## RECORDS PROVIDED:
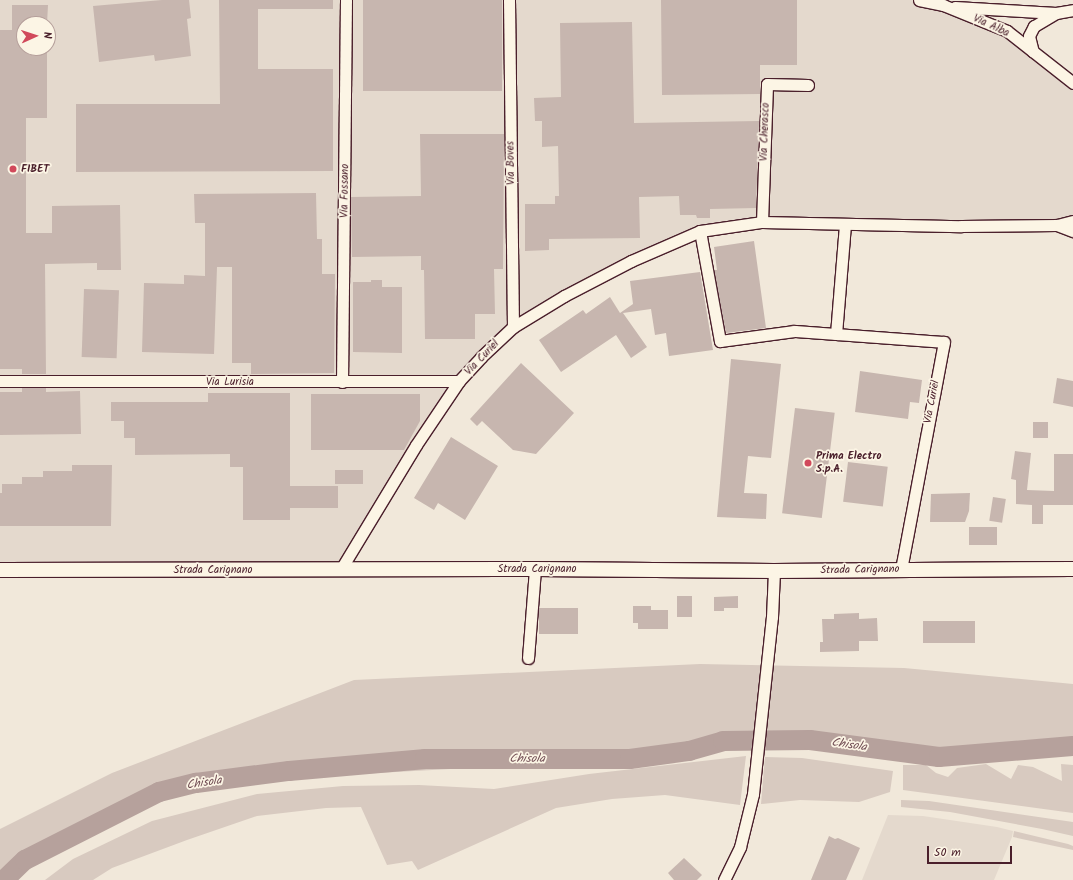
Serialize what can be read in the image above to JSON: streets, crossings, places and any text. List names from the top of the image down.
{
  "streets": {
    "main road": ["Strada Carignano"],
    "street": [
      "Via Alba",
      "Via Cherasco",
      "Via Boves",
      "Via Fossano",
      "Via Curiel",
      "Via Lurisia"
    ]
  },
  "crossings": [
    ["Via Cherasco", "Via Curiel"],
    ["Via Boves", "Via Curiel"],
    ["Via Fossano", "Via Lurisia"],
    ["Via Curiel", "Via Lurisia"],
    ["Via Curiel", "Strada Carignano"]
  ],
  "water": ["Chisola"],
  "places": ["FIBET", "Prima Electro S.p.A."],
  "scale_bar": "50 m",
  "north": "right"
}
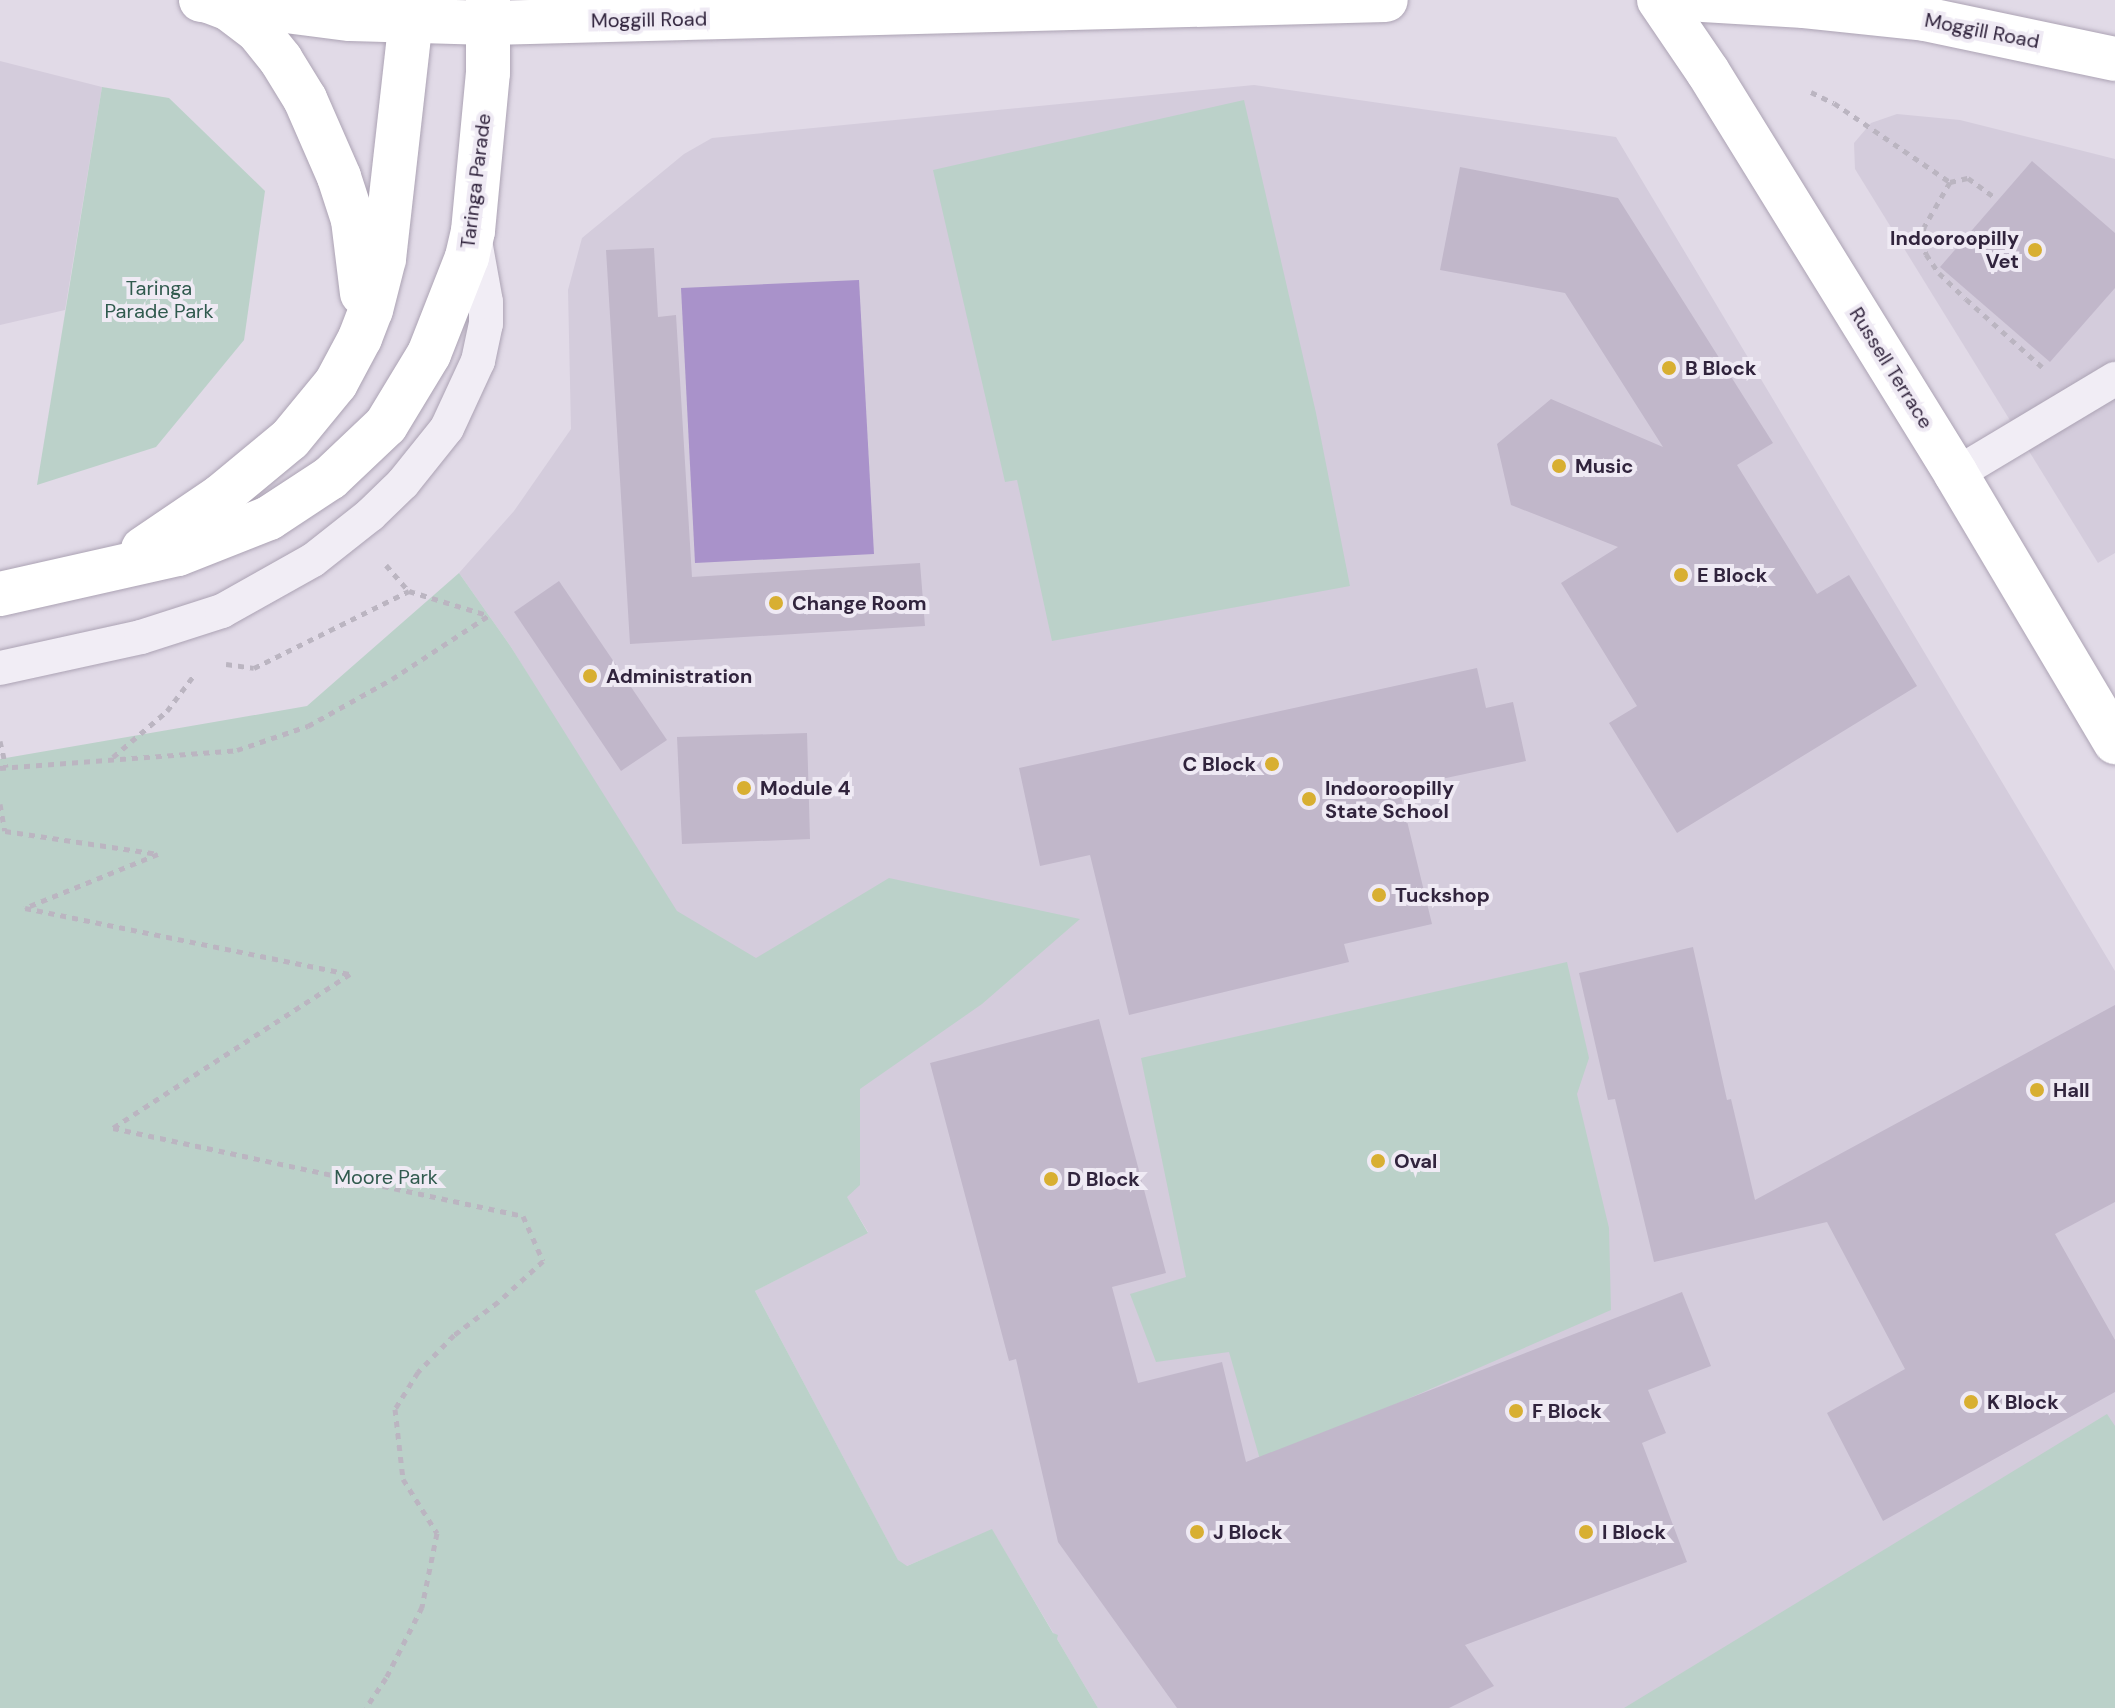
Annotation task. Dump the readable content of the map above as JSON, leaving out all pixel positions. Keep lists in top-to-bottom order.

## TASK REQUIREMENTS:
The records above must be retyped exactly. Please omit the pictures.

## COMPLETED EXERCISE:
Serialize what can be read in the image above to JSON: streets, crossings, places and any text. List names from the top of the image down.
{
  "streets": {
    "main road": ["Strada Carignano"],
    "street": [
      "Via Alba",
      "Via Cherasco",
      "Via Boves",
      "Via Fossano",
      "Via Curiel",
      "Via Lurisia"
    ]
  },
  "crossings": [
    ["Via Cherasco", "Via Curiel"],
    ["Via Boves", "Via Curiel"],
    ["Via Fossano", "Via Lurisia"],
    ["Via Curiel", "Via Lurisia"],
    ["Via Curiel", "Strada Carignano"]
  ],
  "water": ["Chisola"],
  "places": ["FIBET", "Prima Electro S.p.A."],
  "scale_bar": "50 m",
  "north": "right"
}
Annotation task. Dump the readable content of the map above as JSON, leaving out all pixel positions. Keep lists in top-to-bottom order.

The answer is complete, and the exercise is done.